Undergrad Orthogonal transformations preserve length

[lys04]

Let Q be an orthogonal matrix, and I want to transform (p,q), the magnitude of this vector is sqrt(p^2+q^2) using pythag. T((p,q))=pv1+qv_2 where v1 and v2 are the column vectors of Q. Since the column vectors of Q have magnitude of 1, this means pv1 has magnitude of p and qv2 has magnitude of q. v1 and v2 are also perpendicular, using the fact that ||a+b||^2=(a+b).(a+b)=a.(a+b)+b.(a+b)=a.a+a.b+b.a+b.b=a.a+0+0+b.b=||a|^2+||b||^2, so the magnitude of pv1+qv_2 is also sqrt(p^2+q^2). Hence length is preserved?

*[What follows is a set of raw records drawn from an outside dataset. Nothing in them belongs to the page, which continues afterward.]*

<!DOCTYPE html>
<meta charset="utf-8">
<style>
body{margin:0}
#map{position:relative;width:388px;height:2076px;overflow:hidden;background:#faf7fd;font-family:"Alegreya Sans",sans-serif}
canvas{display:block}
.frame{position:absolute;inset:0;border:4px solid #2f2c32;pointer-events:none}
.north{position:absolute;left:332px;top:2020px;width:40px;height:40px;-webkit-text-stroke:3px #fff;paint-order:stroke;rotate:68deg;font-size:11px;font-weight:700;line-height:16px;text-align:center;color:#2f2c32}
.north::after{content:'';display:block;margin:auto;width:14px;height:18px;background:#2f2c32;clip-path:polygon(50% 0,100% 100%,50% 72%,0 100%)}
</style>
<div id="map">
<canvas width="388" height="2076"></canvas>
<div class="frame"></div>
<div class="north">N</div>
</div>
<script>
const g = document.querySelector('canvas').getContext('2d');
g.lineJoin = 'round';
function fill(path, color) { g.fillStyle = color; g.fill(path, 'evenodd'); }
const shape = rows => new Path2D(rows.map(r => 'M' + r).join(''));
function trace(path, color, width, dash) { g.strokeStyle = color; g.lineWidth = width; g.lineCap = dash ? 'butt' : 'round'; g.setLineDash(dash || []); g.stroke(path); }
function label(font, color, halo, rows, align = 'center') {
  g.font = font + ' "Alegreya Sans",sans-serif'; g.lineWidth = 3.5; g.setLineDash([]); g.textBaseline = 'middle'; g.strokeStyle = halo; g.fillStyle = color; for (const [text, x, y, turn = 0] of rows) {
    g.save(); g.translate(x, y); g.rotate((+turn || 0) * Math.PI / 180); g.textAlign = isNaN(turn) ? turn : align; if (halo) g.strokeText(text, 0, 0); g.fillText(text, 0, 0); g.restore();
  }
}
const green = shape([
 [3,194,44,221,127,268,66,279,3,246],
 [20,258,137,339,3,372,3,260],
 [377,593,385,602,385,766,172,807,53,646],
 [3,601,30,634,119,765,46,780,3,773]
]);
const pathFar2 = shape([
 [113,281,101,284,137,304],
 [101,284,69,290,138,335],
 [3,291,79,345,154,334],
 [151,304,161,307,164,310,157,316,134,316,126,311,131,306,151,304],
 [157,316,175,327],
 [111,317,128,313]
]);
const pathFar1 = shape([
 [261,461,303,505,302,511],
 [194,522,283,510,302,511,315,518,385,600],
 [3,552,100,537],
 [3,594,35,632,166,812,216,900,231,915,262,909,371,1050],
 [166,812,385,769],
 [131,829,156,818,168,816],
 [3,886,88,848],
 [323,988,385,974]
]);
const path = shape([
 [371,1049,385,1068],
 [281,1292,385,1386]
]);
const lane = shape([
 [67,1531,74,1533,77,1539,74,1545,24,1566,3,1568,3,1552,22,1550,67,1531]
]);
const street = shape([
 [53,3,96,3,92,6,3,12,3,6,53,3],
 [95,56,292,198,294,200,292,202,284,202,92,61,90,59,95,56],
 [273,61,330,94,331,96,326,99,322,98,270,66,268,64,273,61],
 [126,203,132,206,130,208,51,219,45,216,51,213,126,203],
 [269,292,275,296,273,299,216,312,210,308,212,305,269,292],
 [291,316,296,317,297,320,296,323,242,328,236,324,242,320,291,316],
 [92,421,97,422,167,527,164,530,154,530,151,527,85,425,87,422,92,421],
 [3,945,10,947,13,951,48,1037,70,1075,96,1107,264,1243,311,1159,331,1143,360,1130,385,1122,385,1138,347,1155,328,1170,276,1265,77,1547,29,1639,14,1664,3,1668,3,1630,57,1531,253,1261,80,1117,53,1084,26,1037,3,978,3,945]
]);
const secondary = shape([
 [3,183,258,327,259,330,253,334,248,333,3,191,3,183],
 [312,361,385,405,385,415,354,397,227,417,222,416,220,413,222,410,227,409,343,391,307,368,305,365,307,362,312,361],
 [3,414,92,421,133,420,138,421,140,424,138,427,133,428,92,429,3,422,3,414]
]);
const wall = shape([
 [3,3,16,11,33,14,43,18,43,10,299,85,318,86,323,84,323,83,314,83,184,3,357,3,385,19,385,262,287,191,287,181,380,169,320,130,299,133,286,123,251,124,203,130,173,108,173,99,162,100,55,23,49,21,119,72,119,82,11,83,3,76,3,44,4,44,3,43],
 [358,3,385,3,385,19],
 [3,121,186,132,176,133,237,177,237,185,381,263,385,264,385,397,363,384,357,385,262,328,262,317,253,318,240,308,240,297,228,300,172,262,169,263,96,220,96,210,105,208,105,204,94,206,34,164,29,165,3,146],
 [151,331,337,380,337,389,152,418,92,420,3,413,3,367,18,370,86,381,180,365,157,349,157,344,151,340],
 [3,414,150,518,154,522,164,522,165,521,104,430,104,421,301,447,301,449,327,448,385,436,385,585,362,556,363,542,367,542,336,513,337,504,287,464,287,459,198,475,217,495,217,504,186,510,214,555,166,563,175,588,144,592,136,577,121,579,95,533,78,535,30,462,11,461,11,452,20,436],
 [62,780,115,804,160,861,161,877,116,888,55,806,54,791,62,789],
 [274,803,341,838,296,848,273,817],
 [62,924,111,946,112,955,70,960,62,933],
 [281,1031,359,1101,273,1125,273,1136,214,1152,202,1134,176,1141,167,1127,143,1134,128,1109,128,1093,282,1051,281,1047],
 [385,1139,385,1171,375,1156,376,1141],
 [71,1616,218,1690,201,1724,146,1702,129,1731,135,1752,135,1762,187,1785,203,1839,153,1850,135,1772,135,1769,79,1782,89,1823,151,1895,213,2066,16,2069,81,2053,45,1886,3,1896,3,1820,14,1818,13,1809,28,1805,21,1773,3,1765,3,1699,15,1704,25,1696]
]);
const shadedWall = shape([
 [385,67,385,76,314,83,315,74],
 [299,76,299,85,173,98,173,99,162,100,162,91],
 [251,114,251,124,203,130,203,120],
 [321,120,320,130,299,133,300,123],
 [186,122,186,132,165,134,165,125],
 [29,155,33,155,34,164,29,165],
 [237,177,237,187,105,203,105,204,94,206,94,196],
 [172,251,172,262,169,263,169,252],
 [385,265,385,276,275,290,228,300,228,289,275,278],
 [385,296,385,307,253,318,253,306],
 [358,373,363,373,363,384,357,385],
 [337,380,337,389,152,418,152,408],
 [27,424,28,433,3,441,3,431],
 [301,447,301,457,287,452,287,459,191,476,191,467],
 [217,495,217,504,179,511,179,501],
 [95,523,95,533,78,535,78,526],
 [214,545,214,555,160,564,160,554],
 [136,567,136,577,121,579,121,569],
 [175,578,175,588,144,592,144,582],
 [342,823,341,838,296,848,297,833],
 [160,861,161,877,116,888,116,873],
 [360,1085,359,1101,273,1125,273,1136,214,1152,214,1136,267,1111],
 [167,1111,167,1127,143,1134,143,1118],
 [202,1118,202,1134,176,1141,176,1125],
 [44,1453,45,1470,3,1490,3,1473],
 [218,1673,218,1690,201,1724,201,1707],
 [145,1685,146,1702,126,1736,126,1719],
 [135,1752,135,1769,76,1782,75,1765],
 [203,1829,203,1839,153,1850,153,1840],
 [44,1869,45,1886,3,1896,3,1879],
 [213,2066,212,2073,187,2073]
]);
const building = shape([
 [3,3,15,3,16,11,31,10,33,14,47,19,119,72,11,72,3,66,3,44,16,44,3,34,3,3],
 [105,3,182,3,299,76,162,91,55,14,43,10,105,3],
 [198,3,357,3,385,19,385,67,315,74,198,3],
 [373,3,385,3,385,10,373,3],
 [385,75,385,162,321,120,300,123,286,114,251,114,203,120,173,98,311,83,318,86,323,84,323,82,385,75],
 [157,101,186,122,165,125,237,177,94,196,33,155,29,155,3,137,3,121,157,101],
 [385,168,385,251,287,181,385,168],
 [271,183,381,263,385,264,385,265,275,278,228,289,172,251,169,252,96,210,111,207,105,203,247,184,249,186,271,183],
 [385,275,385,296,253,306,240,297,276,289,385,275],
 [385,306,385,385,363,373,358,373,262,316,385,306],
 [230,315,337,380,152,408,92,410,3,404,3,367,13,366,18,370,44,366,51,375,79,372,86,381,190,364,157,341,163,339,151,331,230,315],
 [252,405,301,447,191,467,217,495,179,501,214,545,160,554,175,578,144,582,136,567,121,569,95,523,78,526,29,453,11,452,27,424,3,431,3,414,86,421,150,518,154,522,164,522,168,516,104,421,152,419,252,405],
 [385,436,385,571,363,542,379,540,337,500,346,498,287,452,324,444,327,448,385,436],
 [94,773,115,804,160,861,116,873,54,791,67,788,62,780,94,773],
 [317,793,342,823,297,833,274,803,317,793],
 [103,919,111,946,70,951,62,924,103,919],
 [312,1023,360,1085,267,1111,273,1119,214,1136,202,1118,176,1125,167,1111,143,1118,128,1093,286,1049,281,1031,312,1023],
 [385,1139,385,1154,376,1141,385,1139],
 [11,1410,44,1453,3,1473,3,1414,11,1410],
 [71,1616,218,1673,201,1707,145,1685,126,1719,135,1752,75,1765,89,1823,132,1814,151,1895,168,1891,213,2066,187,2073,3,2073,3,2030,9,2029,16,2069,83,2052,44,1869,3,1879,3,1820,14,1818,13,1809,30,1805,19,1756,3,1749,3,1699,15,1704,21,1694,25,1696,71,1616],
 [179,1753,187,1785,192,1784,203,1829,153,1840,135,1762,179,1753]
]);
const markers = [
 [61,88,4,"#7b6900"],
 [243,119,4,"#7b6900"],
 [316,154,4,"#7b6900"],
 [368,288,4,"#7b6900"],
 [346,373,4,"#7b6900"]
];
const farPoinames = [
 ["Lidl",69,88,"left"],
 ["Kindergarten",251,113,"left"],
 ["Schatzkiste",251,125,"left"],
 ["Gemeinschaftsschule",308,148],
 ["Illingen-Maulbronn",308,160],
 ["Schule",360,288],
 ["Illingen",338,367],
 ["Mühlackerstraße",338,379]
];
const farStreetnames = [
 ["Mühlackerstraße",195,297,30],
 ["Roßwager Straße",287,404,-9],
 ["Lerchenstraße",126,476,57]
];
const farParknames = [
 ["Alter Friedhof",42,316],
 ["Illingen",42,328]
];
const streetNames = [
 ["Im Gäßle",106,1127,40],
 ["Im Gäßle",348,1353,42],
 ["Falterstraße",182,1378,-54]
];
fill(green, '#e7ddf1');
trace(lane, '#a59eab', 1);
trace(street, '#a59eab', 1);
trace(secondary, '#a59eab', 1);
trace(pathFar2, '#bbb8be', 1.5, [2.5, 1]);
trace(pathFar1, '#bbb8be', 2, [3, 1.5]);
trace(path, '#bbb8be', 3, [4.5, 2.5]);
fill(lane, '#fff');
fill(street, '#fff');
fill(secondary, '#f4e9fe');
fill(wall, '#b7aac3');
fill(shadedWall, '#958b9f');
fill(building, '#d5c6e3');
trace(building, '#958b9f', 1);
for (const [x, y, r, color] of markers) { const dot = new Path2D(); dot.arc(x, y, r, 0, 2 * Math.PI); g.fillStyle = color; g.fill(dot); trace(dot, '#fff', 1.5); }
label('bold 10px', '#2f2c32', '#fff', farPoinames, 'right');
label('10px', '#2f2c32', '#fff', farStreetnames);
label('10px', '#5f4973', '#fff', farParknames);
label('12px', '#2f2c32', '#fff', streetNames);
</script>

Also does this explain why orthogonal transformations have eigenvalues of magnitude of 1?

 

[pasmith]

By definition, an orthogonal matrix satisfies A^T = A^{-1}. An immediate consequence is that for any v,
\|Av\|^2 = (Av) \cdot (Av) = (Av)^T(Av) = v^TA^TAv = v^Tv = v \cdot v = \|v\|^2 so that \|Av\| = \|v\|. If v is an eigenvector with eigenvalue \lambda, then <br /> \|v\| = \|Av\| = |\lambda| \|v\| \quad\Rightarrow\quad |\lambda| = 1.